Dianna Gee, a company spokeswoman in Bentonville, Ark., wouldn’t comment on problems or specific security measures at the Smith Road location. Employees there were instructed not to talk to The Denver Post.
Gee said the company’s asset-protection teams work closely with law enforcement to identify trends and develop store-specific safety plans. Those can include adding security cameras, locking high-end merchandise behind glass or protecting it with “spider wrap” devices that sound alarms when tampered.
At the Smith Road store, police have said, cosmetics and small-ticket items have been favored by thieves.
“We’re committed to working with law enforcement in every community,” Gee said.
Even with the cooperation of management, reducing crime at a large retailer has proved a challenge, according to police, who this year offered suggestions that included reconfiguring parts of the store’s layout and having a representative check receipts at the exit.
On a recent afternoon, there were no police “ghost cars” stationed at the doors, but there was a police cruiser with two officers inside. They had just cited a shoplifter.
Asset-protection associates, some in plain clothes, roam Walmart stores, eyeing shoplifters or watching them on surveillance cameras. One employee on Nov. 10 watched a woman hide $79.14 of items in her bag then pass through several registers with no attempt to pay. Police reports show she was allowed to walk outside — and into the waiting handcuffs of a Denver officer who arrested her.
The Smith Road store saw some improvements after police counseled managers on dealing with what Perry called “resurrection cases,” in which thieves try to return items they never purchased in the first place to earn store credit.
The shoplifter who tried to take the futon and pillows on Nov. 8 produced an old receipt for the items and tried to “return” them to get money for bus fare, according to police reports. The next day, a suspect attempted a “no-receipt return” of $47.92 at the customer service counter then left without paying for other items in a cart.
An asset-protection associate stopped the thief and recovered the goods, but police reports show no arrest was made.
“They’d give us six to eight cases at a time,” Perry said. Police urged the store to require identification for such returns, among other suggestions. The store has told him it has saved $70,000 in such fraudulent returns and that “shrinkage” — or loss because of theft — has fallen 14 percent to 17 percent.

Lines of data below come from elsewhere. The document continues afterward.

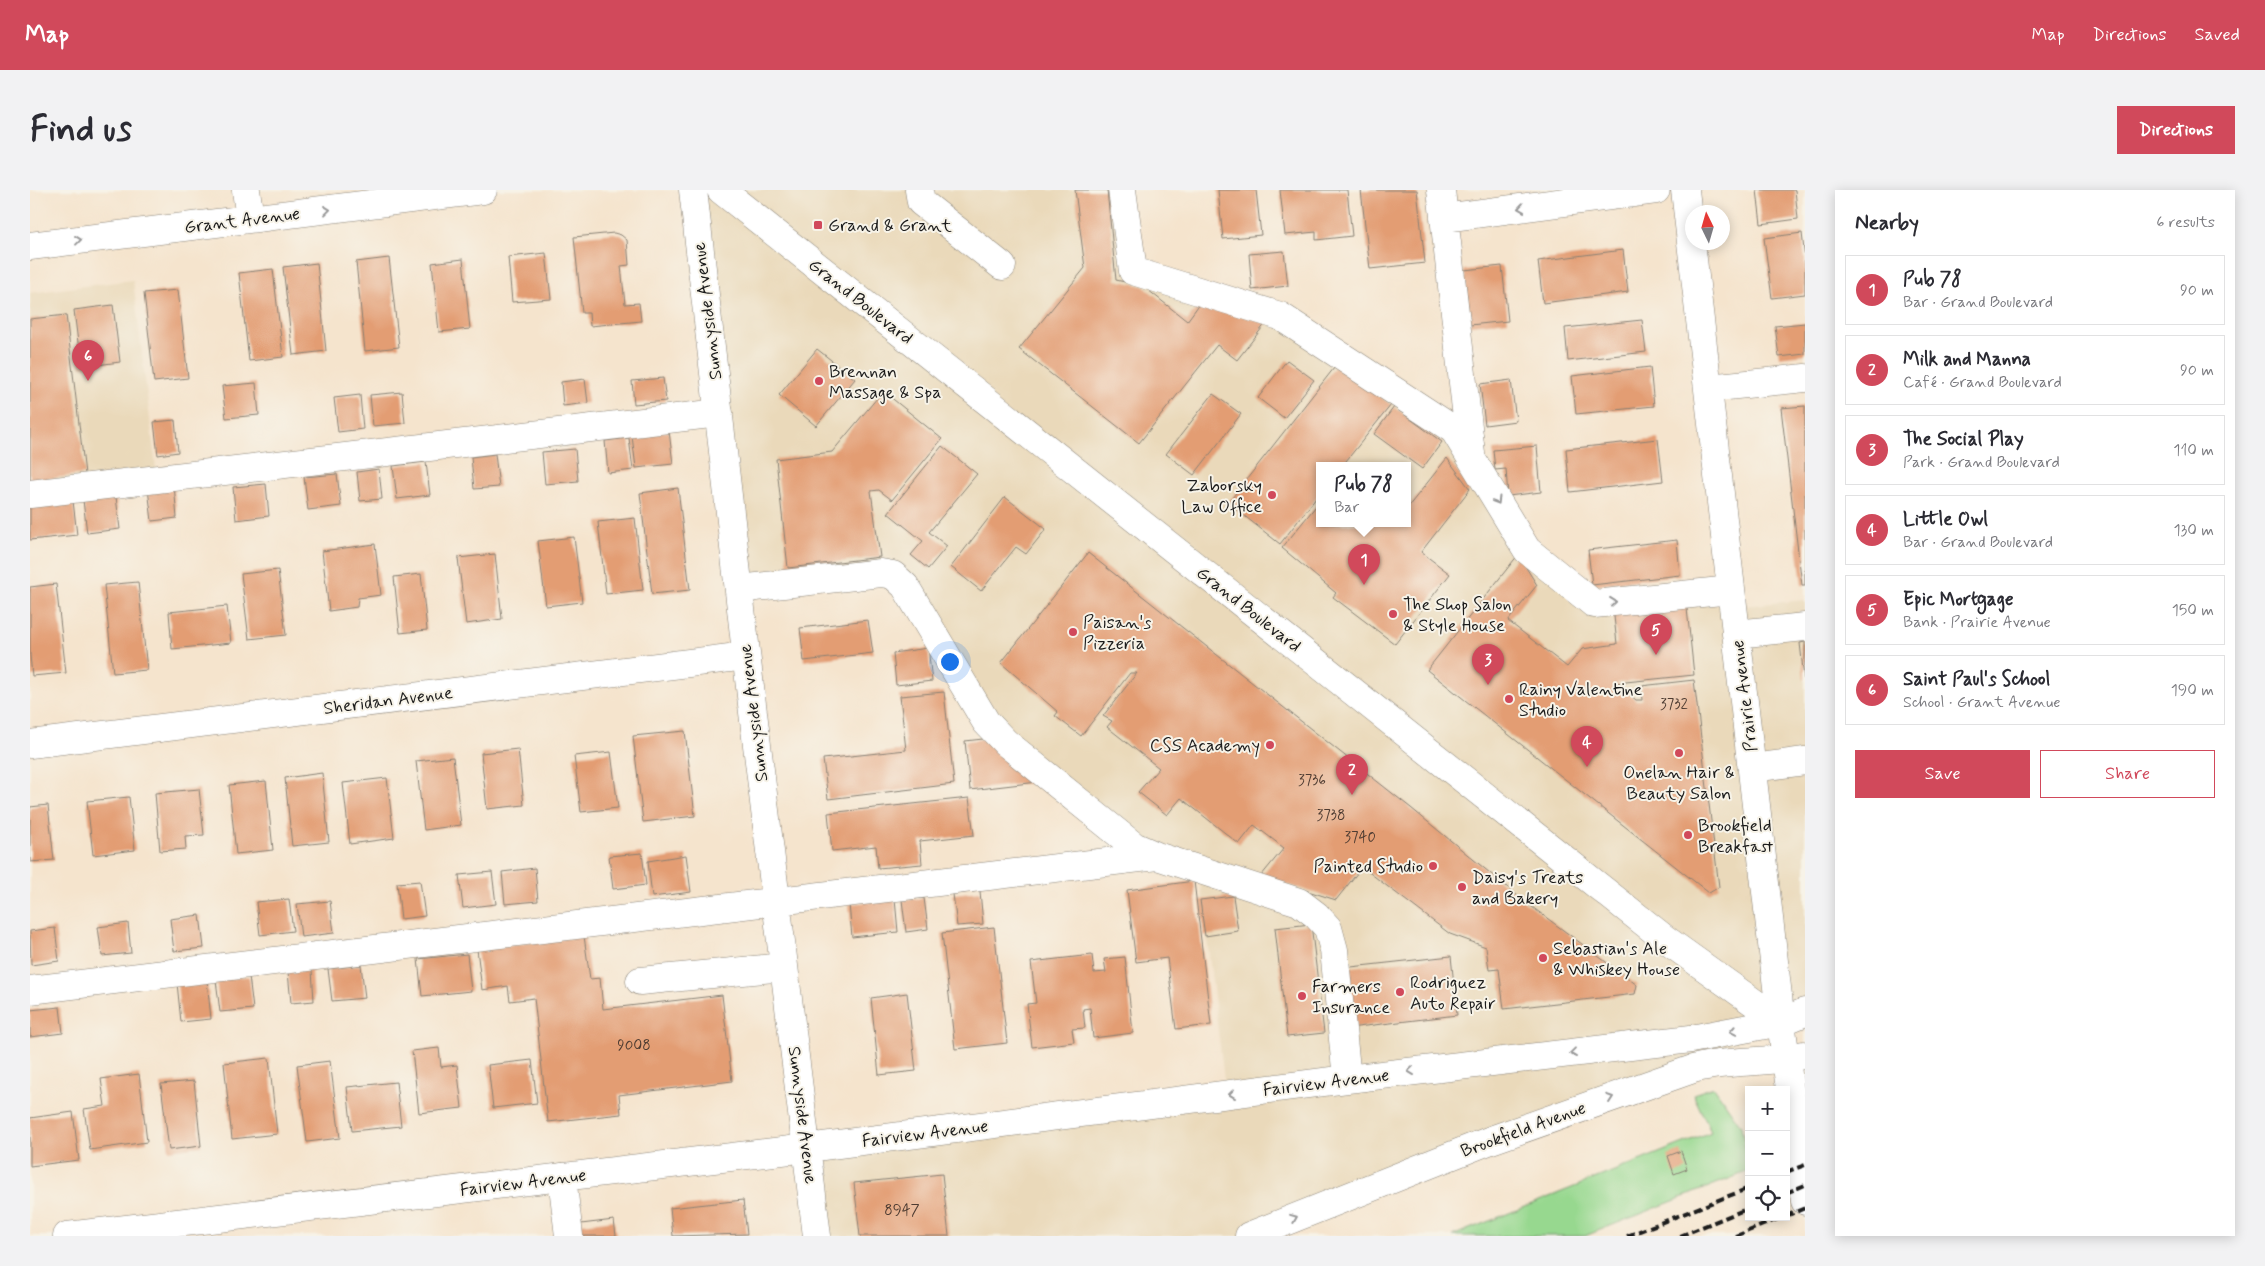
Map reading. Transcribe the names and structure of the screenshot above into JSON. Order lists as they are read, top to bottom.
{
  "streets": {
    "street": [
      "Grant Avenue",
      "Grand Boulevard",
      "Sunnyside Avenue",
      "Prairie Avenue",
      "Sheridan Avenue",
      "Fairview Avenue",
      "Brookfield Avenue"
    ]
  },
  "crossings": [
    ["Grand Boulevard", "Prairie Avenue"],
    ["Grand Boulevard", "Fairview Avenue"],
    ["Sunnyside Avenue", "Sheridan Avenue"],
    ["Sunnyside Avenue", "Fairview Avenue"],
    ["Prairie Avenue", "Fairview Avenue"],
    ["Prairie Avenue", "Brookfield Avenue"]
  ],
  "one_way": ["Fairview Avenue", "Brookfield Avenue"],
  "places": {
    "transit": ["Grand & Grant"],
    "other": [
      "Brennan Massage & Spa",
      "Zaborsky Law Office",
      "The Shop Salon & Style House",
      "Paisan's Pizzeria",
      "Rainy Valentine Studio",
      "CSS Academy",
      "Onelan Hair & Beauty Salon",
      "Brookfield Breakfast",
      "Painted Studio",
      "Daisy's Treats and Bakery",
      "Sebastian's Ale & Whiskey House",
      "Rodriguez Auto Repair",
      "Farmers Insurance"
    ]
  },
  "house_numbers": [
    "3732",
    "3736",
    "3738",
    "3740",
    "9008",
    "8947"
  ],
  "north": "top",
  "page": {
    "header": "Map",
    "nav": ["Map", "Directions", "Saved"],
    "buttons": [
      "Directions",
      ["Save", "Share"]
    ],
    "title": "Find us",
    "heading": ["Nearby", "6 results"],
    "list": [
      {
        "mark": "1",
        "name": "Pub 78",
        "note": "Bar · Grand Boulevard",
        "value": "90 m"
      },
      {
        "mark": "2",
        "name": "Milk and Manna",
        "note": "Café · Grand Boulevard",
        "value": "90 m"
      },
      {
        "mark": "3",
        "name": "The Social Play",
        "note": "Park · Grand Boulevard",
        "value": "110 m"
      },
      {
        "mark": "4",
        "name": "Little Owl",
        "note": "Bar · Grand Boulevard",
        "value": "130 m"
      },
      {
        "mark": "5",
        "name": "Epic Mortgage",
        "note": "Bank · Prairie Avenue",
        "value": "150 m"
      },
      {
        "mark": "6",
        "name": "Saint Paul's School",
        "note": "School · Grant Avenue",
        "value": "190 m"
      }
    ],
    "pins": [
      "6",
      "1",
      "5",
      "3",
      "4",
      "2"
    ],
    "popup": ["Pub 78", "Bar"],
    "map_buttons": ["+", "−"]
  }
}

Crime has long been a challenge for the nation’s largest retailer, which in 2006 posted theft losses of $3 billion. Neighbors opposed the company’s plans to open a store at East Ninth Avenue and Colorado Boulevard for multiple reasons, including the perception that it would drive up crime in the area.
The company eventually pulled out.
But an equal challenge is striking a balance between protecting a store from criminals and keeping it inviting for law-abiding shoppers, said Joseph LaRocca, former vice president for loss prevention at the National Retail Federation who consults with businesses and police on retail security.
“When they have to lock a product up, when they have to put it in a case, retailers don’t want to take those measures. But they are forced to because of crimes that take place,” he said. “It’s a balance of environmental factors that exist in the store.”